▶ **Exercise**
Go through the material below and return each line with the string "read" in it.

▶ **Input material**
::::::::::

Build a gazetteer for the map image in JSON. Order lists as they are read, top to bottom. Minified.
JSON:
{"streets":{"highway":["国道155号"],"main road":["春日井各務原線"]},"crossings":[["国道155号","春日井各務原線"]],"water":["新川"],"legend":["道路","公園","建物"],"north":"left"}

::::::::::

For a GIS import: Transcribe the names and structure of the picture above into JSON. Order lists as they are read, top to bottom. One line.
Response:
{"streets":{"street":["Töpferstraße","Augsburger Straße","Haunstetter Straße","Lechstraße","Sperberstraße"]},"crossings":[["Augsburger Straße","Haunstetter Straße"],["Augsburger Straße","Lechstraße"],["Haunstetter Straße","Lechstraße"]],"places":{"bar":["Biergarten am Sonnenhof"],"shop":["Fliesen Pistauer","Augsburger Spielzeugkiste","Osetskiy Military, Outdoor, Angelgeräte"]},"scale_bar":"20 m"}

::::::::::

▶ **Response below**
Build a gazetteer for the map image in JSON. Order lists as they are read, top to bottom. Minified.
For a GIS import: Transcribe the names and structure of the picture above into JSON. Order lists as they are read, top to bottom. One line.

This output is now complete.